## ACTION ITEM
For the entries that follow, tally the lines holding the string "place". Give the total and nothing else.

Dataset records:
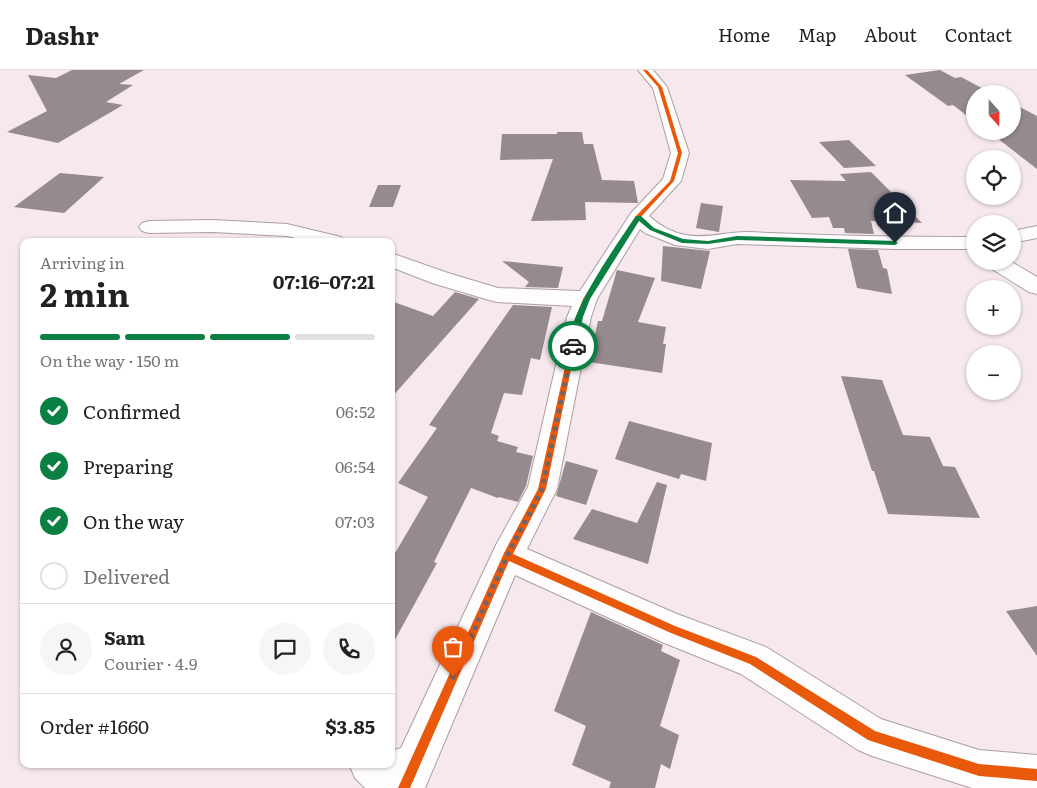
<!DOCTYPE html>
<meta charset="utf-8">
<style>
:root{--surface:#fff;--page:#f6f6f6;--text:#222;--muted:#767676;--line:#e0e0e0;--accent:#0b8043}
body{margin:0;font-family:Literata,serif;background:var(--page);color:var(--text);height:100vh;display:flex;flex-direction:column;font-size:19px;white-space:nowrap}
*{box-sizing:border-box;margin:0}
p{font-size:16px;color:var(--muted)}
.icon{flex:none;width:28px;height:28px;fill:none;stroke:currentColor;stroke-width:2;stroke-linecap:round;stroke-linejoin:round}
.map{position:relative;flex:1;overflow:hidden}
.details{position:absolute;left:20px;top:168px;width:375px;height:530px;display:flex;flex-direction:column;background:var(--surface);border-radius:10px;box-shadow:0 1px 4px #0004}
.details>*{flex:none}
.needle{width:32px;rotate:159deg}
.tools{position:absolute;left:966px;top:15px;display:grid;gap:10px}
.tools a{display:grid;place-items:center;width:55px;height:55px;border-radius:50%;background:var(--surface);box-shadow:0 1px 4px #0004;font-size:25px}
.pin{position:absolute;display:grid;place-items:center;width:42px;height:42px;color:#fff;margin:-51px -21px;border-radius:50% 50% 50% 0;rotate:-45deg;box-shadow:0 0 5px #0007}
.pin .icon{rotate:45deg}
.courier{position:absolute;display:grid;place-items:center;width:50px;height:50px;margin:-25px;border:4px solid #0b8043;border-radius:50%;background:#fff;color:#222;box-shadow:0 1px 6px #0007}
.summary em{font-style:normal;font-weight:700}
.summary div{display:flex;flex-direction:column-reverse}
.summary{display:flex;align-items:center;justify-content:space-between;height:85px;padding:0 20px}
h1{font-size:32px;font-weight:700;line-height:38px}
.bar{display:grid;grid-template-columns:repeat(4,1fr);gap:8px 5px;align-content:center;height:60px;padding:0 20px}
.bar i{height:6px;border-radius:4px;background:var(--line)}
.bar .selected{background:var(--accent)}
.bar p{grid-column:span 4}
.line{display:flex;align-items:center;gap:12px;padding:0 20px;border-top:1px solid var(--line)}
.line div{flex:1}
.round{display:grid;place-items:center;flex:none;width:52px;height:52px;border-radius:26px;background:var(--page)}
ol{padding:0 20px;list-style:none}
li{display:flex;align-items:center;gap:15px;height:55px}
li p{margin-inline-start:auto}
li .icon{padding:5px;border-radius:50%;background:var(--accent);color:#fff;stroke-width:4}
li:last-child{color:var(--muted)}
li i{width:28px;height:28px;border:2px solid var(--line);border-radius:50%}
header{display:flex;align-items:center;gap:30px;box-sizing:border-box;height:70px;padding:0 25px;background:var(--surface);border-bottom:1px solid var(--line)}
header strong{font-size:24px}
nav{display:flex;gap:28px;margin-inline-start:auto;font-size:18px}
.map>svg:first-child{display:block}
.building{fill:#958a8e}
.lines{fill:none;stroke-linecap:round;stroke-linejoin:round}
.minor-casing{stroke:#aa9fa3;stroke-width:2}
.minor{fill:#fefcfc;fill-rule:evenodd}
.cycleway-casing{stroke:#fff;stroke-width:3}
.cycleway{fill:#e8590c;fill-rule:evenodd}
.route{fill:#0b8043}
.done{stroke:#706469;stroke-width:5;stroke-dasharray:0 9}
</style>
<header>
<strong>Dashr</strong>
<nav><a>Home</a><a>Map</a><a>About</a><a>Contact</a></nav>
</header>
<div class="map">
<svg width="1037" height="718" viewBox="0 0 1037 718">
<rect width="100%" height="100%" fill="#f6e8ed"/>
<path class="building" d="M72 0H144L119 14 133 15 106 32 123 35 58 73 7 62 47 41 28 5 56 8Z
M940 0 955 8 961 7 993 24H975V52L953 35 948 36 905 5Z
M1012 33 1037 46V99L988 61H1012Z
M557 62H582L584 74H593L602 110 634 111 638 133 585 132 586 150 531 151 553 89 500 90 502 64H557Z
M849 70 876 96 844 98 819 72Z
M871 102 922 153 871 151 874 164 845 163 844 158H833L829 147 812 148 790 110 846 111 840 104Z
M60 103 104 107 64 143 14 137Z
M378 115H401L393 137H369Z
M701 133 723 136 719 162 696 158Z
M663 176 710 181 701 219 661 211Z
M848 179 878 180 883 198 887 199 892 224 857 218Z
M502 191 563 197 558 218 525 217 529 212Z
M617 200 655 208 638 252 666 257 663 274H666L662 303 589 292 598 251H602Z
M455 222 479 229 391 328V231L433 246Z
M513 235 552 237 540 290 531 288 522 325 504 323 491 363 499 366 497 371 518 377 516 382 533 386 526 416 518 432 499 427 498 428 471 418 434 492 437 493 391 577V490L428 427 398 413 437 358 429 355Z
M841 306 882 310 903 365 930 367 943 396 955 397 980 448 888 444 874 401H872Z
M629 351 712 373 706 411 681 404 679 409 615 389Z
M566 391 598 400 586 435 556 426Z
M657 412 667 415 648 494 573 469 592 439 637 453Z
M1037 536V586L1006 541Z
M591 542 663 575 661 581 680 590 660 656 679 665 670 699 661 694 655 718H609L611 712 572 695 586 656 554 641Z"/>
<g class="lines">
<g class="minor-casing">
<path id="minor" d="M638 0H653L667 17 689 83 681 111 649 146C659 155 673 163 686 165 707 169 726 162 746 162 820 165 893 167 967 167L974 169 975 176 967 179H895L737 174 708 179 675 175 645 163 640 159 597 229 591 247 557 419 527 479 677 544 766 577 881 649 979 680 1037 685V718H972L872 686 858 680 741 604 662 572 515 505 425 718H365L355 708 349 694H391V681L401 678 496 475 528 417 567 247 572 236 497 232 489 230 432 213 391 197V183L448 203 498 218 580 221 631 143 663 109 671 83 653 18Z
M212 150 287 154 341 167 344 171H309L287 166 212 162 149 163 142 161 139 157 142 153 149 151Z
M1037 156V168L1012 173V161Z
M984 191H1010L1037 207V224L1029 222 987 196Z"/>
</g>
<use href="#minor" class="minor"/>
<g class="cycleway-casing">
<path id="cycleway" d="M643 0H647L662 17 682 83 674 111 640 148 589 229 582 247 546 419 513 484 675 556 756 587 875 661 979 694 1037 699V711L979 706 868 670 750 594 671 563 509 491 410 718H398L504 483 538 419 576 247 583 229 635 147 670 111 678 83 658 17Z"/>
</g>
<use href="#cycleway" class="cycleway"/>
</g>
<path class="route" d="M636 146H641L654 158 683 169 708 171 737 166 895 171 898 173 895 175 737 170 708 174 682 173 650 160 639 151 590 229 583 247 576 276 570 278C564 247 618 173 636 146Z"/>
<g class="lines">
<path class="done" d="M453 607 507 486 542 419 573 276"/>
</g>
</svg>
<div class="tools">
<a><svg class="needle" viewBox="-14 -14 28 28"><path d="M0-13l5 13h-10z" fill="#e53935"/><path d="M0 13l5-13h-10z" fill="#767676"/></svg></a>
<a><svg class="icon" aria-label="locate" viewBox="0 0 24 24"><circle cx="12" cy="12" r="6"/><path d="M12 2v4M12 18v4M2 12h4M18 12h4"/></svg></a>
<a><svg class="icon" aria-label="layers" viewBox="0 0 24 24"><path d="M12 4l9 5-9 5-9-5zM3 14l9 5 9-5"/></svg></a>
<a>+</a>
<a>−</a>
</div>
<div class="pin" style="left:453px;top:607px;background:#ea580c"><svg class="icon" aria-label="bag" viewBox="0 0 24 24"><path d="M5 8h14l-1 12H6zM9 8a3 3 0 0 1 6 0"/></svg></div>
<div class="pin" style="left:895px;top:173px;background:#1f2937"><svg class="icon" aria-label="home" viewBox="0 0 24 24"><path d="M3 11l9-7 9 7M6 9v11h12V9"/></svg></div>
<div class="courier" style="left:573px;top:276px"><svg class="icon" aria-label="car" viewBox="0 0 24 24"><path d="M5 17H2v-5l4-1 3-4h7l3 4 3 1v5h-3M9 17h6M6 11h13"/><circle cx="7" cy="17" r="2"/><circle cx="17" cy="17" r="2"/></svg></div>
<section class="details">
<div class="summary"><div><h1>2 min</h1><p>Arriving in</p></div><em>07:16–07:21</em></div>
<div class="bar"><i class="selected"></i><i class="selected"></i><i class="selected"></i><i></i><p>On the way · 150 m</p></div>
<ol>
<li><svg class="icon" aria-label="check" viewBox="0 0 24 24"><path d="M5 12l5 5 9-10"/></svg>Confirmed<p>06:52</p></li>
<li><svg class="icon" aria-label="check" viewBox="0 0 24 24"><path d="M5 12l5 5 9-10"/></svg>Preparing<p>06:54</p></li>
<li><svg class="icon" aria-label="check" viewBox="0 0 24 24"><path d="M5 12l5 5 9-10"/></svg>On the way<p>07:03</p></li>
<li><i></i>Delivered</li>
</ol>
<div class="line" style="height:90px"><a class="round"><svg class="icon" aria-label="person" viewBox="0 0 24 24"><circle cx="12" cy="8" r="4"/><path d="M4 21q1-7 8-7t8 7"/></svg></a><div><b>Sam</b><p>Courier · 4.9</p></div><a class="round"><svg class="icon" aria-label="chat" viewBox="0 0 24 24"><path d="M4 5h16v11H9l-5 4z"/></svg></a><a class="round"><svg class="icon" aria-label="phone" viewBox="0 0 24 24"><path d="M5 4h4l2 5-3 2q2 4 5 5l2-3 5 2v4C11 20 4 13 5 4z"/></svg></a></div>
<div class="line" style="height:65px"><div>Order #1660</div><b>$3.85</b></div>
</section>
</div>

## ANSWER TO THIS TASK
4